[MATERIAL FOR THE TASK Boundary: Start]
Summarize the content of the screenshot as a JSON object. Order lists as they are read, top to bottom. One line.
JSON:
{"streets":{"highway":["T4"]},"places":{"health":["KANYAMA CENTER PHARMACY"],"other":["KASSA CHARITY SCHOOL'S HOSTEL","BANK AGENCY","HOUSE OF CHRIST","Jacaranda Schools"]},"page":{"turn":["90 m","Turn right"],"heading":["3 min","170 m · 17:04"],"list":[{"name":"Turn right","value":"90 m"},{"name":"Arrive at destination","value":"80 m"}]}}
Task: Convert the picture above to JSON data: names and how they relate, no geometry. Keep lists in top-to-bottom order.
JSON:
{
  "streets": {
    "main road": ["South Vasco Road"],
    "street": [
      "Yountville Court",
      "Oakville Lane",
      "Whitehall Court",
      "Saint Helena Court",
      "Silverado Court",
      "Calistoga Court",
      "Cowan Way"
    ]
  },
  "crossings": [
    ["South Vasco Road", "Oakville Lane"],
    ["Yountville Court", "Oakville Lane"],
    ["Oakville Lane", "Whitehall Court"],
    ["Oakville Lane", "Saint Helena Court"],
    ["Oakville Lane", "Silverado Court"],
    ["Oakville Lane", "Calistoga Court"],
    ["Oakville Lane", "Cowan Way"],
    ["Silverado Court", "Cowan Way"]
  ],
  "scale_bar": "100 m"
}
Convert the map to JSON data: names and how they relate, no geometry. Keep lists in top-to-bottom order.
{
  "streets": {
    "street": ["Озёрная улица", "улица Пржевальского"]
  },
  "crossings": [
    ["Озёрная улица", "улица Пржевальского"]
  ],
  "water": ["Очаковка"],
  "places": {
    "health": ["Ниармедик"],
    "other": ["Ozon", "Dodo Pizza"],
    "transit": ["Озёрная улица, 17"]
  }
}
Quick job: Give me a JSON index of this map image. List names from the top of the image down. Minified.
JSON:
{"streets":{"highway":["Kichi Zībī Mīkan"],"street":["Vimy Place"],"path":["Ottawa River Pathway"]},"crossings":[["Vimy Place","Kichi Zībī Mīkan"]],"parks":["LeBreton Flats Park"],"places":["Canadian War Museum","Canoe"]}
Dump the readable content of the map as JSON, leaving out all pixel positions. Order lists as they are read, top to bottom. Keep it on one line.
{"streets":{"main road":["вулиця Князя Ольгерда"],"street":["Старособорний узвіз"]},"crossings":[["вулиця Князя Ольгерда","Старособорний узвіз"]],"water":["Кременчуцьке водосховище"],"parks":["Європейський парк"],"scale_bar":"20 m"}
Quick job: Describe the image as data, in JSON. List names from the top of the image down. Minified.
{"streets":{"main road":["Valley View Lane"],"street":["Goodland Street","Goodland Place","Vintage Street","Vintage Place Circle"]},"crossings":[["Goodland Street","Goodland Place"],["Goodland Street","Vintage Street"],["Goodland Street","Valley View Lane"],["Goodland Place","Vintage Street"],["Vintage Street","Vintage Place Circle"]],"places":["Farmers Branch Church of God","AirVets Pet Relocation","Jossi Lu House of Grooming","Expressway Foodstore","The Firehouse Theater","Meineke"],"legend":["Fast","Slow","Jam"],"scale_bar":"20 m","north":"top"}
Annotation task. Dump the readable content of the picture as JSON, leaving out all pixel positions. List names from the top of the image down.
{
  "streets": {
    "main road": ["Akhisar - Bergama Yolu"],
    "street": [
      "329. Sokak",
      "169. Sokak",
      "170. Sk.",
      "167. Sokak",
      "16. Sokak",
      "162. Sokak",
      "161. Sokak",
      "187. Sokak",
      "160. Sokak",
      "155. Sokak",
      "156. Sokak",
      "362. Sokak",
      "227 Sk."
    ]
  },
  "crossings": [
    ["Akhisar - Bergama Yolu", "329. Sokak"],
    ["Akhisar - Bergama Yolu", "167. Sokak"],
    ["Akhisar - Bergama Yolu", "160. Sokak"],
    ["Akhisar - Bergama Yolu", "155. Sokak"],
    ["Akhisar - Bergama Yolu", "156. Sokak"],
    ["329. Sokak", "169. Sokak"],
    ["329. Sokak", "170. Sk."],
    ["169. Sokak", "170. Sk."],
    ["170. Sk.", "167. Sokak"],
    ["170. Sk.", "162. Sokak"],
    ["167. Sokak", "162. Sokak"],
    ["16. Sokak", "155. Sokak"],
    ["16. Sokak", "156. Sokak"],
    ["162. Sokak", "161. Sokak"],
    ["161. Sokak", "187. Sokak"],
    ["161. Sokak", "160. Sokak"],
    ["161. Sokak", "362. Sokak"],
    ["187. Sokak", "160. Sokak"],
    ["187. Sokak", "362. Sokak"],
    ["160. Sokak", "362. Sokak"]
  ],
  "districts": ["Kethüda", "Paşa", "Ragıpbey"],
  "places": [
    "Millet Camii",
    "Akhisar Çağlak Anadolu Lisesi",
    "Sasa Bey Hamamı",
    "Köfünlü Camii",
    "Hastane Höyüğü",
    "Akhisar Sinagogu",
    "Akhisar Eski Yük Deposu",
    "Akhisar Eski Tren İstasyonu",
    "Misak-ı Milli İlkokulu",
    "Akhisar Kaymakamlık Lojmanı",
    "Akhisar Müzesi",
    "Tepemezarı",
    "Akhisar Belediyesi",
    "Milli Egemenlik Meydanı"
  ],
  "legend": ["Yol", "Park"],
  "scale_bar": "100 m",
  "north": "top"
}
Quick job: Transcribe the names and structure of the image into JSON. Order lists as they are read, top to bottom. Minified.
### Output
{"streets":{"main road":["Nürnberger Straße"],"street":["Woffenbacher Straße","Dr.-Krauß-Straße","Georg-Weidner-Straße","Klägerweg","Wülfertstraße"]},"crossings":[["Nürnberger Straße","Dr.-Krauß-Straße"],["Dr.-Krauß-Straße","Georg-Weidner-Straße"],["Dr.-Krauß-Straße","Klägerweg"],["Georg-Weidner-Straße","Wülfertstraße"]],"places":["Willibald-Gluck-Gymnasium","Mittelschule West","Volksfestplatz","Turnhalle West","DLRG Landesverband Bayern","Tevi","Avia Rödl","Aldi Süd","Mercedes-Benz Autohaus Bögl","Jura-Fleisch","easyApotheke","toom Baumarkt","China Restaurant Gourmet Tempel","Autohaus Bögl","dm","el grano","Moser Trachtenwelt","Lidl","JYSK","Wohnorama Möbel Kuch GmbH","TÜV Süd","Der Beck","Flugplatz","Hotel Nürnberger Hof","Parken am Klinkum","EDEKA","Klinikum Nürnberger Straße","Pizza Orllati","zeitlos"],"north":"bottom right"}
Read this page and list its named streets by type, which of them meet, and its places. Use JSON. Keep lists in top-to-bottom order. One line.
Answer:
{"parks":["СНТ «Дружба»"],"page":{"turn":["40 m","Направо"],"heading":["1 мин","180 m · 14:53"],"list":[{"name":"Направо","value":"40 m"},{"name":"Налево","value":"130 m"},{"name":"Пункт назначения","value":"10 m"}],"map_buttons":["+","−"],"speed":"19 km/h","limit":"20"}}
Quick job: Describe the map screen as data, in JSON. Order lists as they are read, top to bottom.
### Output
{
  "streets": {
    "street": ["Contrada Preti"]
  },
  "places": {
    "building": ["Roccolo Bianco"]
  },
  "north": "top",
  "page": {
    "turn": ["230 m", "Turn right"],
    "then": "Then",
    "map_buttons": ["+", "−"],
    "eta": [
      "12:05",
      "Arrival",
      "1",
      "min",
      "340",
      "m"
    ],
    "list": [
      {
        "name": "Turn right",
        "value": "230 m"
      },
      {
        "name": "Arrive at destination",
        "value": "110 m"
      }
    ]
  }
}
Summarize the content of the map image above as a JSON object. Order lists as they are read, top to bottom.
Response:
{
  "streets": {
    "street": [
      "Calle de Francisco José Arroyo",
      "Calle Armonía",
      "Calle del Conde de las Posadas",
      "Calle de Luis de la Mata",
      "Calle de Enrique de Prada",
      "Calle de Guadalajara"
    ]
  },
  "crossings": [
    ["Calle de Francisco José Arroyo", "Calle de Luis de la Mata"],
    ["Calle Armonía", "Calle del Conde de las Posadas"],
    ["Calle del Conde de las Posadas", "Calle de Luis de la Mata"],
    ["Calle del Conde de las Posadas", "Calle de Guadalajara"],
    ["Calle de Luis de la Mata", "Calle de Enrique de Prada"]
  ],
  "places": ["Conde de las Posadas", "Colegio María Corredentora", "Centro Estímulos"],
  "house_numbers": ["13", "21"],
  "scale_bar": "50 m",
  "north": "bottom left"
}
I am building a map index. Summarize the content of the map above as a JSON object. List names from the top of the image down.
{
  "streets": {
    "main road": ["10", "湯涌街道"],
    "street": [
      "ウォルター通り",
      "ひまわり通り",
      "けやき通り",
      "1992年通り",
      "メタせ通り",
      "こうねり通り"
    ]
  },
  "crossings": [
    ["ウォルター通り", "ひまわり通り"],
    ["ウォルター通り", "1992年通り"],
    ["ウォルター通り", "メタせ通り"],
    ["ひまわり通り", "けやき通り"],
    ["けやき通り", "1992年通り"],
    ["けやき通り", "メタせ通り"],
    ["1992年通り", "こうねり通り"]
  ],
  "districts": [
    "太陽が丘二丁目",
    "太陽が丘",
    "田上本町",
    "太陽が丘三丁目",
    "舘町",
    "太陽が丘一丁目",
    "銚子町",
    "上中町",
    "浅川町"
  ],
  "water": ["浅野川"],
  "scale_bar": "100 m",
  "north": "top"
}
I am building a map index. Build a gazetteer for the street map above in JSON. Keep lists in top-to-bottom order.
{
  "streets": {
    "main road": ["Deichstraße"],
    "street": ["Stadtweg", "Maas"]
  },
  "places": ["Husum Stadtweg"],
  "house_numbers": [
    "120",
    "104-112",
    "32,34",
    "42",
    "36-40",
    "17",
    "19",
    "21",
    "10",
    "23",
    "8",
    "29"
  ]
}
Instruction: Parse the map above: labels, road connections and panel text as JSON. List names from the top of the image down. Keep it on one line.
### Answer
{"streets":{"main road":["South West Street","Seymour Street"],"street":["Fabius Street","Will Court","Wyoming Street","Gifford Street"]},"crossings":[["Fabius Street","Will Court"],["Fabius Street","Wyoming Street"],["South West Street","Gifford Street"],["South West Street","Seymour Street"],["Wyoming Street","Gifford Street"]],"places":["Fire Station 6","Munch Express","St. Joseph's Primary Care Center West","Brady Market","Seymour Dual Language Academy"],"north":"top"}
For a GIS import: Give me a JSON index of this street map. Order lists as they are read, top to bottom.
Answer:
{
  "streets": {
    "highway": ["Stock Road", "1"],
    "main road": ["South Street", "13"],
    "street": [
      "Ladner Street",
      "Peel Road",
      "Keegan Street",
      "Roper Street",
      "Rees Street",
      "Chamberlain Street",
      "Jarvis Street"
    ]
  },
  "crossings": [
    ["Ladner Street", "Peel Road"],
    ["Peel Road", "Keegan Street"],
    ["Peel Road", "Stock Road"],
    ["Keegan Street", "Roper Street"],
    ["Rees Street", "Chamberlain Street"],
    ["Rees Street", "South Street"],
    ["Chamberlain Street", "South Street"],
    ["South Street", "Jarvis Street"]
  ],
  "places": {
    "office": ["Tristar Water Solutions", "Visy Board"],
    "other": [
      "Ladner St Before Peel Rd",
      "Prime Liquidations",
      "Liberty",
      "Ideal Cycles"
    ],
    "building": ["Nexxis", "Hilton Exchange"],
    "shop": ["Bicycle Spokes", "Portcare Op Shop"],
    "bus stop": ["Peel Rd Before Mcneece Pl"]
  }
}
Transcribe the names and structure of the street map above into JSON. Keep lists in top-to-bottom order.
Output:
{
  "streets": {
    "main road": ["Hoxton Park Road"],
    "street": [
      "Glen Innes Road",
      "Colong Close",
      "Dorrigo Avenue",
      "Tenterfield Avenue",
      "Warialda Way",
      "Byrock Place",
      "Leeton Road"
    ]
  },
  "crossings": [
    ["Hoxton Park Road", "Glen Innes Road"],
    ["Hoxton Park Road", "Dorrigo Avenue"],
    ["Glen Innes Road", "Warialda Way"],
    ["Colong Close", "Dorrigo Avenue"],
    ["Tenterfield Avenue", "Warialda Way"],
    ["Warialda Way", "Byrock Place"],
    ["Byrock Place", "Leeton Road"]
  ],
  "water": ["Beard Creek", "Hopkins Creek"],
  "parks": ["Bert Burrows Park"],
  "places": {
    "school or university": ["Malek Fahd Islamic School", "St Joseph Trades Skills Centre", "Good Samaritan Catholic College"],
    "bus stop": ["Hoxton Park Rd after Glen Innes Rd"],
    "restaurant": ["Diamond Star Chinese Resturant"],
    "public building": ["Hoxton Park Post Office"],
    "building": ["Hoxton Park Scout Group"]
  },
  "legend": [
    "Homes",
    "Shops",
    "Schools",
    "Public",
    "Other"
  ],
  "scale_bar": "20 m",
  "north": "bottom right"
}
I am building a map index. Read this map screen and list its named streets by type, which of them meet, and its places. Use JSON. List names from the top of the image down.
[MATERIAL FOR THE TASK Boundary: End]
_THE TASK:_ Up to and including the line that contains "Task: Convert the", output the records above exactly, beginning with their first line.

_ANSWER BOX:_
Summarize the content of the screenshot as a JSON object. Order lists as they are read, top to bottom. One line.
JSON:
{"streets":{"highway":["T4"]},"places":{"health":["KANYAMA CENTER PHARMACY"],"other":["KASSA CHARITY SCHOOL'S HOSTEL","BANK AGENCY","HOUSE OF CHRIST","Jacaranda Schools"]},"page":{"turn":["90 m","Turn right"],"heading":["3 min","170 m · 17:04"],"list":[{"name":"Turn right","value":"90 m"},{"name":"Arrive at destination","value":"80 m"}]}}
Task: Convert the picture above to JSON data: names and how they relate, no geometry. Keep lists in top-to-bottom order.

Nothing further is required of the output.